Prompt: Within these entries, how many lines contain the word "song"? Answer with the number alone.
Segment Open
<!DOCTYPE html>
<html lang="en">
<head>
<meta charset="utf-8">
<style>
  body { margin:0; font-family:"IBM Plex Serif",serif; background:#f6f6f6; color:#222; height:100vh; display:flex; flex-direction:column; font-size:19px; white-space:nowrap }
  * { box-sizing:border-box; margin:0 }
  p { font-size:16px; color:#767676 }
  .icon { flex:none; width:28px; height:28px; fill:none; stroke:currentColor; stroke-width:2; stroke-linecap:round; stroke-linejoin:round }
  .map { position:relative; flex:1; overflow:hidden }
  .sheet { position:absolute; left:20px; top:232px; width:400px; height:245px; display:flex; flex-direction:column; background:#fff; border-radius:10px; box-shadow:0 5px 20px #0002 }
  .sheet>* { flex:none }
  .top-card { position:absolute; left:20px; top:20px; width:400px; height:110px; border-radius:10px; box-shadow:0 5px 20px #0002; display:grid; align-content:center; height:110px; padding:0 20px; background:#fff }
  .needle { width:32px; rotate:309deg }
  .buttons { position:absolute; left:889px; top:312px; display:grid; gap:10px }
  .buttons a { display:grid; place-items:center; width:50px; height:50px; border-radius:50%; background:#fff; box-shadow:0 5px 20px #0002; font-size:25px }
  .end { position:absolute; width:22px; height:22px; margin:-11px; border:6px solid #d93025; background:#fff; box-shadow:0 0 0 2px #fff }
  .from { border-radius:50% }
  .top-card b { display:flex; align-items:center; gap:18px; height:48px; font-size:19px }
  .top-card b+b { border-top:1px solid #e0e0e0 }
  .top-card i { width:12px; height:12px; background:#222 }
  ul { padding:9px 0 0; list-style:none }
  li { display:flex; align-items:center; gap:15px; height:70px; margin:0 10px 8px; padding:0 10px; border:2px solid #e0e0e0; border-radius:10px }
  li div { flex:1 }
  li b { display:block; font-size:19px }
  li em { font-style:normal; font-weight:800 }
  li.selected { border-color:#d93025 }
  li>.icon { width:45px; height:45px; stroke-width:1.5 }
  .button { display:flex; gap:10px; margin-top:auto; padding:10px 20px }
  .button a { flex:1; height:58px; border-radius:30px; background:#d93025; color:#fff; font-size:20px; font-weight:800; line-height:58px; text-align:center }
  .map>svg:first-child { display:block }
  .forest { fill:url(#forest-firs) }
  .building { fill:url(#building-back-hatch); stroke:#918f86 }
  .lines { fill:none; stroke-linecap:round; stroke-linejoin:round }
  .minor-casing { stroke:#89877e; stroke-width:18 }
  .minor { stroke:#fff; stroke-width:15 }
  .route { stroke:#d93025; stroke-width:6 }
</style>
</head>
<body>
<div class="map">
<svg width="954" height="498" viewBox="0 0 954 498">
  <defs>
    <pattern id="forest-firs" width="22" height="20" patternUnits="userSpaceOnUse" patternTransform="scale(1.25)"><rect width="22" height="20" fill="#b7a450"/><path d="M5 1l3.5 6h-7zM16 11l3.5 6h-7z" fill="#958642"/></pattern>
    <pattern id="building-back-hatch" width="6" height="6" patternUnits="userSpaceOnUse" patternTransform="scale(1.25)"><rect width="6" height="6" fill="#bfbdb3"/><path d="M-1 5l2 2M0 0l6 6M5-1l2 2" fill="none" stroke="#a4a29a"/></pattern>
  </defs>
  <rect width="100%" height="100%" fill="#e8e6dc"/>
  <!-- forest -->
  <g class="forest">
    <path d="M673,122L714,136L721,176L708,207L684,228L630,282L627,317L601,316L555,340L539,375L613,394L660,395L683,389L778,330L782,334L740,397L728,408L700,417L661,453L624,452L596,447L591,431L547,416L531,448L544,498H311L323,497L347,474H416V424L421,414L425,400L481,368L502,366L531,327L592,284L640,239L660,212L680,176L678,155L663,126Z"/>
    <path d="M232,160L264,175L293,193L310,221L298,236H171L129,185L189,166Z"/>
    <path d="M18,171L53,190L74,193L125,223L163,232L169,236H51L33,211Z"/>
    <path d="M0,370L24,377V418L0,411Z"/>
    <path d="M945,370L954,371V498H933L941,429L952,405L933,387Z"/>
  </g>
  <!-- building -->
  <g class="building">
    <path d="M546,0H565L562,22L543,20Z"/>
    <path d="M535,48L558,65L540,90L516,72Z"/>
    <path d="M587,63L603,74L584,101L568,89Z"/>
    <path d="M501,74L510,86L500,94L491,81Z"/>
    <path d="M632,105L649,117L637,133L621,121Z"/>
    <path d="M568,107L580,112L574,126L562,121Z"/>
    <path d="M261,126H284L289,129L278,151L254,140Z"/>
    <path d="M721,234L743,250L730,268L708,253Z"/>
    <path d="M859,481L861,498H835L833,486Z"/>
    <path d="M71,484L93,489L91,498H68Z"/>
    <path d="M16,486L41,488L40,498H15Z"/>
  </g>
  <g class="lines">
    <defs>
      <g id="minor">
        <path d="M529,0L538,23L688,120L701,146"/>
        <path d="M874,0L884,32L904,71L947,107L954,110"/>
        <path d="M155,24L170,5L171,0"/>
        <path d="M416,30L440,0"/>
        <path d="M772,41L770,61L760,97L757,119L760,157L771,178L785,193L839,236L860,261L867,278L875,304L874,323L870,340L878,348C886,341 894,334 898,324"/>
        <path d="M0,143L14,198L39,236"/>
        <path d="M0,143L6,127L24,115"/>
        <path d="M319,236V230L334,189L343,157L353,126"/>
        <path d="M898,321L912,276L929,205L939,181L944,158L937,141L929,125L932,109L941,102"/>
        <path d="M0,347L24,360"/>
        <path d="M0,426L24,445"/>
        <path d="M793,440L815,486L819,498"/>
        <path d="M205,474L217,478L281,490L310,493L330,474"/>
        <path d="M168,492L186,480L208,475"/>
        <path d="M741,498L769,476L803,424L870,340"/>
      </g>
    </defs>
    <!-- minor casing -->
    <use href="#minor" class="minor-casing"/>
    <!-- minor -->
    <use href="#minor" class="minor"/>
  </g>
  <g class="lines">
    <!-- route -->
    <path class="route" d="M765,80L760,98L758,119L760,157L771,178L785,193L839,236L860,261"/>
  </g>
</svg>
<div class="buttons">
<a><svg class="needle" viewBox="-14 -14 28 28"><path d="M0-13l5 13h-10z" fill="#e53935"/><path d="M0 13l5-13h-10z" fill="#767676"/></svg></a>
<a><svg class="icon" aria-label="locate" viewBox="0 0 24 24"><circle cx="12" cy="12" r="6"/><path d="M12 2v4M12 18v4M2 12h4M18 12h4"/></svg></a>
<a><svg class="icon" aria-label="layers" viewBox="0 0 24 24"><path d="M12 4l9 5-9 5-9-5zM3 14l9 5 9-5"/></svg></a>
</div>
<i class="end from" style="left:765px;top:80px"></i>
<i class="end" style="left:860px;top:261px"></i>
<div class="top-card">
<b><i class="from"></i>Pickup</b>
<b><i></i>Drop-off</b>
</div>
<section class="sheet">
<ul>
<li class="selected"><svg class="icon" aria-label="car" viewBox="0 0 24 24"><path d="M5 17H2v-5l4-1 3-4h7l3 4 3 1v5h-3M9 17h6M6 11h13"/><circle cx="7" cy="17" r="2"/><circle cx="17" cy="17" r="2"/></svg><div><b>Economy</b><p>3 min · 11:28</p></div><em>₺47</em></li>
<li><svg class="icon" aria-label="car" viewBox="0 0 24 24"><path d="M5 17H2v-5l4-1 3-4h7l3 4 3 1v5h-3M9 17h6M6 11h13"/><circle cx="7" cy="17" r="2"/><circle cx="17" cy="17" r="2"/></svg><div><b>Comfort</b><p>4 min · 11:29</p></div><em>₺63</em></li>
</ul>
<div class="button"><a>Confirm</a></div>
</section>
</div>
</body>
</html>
Segment Closed
Segment Open
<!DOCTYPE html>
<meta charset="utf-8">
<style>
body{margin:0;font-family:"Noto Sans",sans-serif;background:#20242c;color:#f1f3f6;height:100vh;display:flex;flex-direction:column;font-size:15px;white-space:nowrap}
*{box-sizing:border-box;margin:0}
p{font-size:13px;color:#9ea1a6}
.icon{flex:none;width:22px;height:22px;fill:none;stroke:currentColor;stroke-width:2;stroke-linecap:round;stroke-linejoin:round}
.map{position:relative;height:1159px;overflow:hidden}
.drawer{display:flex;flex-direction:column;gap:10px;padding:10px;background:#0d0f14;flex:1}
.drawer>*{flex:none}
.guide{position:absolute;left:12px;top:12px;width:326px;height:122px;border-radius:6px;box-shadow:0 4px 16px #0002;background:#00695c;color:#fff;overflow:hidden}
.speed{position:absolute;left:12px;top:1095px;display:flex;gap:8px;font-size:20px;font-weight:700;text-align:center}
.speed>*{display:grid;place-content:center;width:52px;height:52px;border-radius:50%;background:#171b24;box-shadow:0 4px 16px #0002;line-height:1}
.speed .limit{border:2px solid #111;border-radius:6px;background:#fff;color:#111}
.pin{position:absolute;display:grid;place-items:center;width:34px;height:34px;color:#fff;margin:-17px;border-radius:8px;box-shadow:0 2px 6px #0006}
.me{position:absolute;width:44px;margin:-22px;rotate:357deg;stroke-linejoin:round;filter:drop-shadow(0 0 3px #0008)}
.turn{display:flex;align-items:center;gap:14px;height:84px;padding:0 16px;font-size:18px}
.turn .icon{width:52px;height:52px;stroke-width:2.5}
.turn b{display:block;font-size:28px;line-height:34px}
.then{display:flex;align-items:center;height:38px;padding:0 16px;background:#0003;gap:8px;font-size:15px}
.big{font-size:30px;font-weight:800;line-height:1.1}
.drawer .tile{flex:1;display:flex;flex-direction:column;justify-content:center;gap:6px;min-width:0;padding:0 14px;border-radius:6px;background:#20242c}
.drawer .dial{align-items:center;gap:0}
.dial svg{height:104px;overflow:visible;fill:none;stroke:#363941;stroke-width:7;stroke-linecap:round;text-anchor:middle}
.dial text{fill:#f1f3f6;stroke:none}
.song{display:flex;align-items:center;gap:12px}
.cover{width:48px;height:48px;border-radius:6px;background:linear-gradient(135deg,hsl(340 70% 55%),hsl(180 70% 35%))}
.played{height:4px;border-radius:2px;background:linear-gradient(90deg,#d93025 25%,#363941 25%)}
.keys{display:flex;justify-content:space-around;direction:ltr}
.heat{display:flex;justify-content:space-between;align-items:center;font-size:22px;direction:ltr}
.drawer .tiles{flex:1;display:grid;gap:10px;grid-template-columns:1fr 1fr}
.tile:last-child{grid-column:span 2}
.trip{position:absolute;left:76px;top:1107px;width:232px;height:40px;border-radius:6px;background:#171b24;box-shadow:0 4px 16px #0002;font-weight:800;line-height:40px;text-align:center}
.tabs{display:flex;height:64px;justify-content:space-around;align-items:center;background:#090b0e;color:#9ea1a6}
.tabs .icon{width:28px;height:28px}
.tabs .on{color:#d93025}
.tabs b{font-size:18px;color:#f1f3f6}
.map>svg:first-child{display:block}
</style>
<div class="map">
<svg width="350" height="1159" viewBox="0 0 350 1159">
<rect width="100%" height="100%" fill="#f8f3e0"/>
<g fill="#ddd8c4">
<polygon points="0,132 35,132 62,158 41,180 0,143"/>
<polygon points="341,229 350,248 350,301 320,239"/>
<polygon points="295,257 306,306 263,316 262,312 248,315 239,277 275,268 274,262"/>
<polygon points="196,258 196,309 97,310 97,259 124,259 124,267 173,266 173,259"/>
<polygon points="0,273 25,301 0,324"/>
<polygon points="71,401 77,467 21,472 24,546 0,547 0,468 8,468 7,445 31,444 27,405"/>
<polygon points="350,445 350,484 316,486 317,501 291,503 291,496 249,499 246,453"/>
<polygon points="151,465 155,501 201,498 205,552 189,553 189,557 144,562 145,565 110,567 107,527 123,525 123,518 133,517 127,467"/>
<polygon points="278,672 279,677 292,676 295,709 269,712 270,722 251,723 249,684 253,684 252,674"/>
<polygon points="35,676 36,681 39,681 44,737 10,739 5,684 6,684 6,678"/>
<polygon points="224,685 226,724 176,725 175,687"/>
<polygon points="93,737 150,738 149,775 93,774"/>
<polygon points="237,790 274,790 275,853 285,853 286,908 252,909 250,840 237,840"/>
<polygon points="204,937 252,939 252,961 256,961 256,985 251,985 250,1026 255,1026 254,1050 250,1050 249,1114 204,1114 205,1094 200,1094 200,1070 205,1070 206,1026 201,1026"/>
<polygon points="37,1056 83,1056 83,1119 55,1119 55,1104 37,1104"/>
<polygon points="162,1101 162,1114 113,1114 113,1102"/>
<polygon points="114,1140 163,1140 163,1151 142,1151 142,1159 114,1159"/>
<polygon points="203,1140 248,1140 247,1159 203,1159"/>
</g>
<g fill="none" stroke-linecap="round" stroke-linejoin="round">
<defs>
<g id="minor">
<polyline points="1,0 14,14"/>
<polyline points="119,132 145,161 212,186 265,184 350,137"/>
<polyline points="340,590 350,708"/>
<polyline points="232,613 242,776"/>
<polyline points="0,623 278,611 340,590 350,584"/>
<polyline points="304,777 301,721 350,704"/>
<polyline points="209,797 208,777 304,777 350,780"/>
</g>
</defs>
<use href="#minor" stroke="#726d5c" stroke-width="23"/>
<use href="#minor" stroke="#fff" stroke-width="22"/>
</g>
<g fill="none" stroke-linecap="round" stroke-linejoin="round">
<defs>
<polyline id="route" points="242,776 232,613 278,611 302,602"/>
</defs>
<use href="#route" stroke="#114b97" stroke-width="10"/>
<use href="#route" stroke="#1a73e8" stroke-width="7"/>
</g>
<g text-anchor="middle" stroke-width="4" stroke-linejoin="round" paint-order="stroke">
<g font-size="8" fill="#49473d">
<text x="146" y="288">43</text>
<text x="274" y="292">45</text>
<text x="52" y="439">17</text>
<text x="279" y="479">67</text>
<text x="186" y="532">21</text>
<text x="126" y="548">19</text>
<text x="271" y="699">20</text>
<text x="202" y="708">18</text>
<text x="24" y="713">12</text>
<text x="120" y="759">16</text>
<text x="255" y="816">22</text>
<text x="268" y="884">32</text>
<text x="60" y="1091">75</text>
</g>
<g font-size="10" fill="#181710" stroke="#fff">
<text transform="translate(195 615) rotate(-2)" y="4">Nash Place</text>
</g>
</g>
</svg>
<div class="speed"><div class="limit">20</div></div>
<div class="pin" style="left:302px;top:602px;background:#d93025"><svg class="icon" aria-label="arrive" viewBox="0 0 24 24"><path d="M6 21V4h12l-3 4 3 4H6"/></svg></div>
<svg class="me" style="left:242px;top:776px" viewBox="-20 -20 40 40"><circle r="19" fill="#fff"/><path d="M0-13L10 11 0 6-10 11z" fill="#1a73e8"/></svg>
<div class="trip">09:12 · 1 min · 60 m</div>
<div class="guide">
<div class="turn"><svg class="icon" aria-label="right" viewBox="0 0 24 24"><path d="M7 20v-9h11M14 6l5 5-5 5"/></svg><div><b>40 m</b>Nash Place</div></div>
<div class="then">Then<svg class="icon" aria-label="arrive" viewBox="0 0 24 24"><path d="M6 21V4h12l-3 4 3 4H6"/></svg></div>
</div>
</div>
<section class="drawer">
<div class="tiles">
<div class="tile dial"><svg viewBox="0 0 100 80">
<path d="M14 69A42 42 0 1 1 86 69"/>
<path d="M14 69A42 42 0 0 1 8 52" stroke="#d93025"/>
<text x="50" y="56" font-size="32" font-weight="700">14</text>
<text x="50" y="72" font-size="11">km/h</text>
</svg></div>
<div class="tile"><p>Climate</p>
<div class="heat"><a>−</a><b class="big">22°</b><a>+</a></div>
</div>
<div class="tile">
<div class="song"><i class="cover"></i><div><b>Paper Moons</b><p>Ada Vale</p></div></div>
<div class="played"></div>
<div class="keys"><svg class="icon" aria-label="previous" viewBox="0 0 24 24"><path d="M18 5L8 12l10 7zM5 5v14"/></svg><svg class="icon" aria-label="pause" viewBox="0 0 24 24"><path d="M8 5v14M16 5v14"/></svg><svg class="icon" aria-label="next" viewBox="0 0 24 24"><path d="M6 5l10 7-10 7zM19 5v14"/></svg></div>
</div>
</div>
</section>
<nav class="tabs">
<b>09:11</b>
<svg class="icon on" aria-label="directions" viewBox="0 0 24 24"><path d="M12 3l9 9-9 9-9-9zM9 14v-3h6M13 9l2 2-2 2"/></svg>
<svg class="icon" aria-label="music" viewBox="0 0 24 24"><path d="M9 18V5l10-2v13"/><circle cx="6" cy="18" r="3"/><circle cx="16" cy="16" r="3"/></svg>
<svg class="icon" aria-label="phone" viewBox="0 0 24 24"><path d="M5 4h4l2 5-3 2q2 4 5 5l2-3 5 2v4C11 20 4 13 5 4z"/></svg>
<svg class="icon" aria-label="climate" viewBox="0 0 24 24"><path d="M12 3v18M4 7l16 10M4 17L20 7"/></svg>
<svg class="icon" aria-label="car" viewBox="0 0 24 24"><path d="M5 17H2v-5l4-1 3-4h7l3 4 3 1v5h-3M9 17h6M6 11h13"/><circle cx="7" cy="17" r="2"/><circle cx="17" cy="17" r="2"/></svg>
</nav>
Segment Closed
Result: 2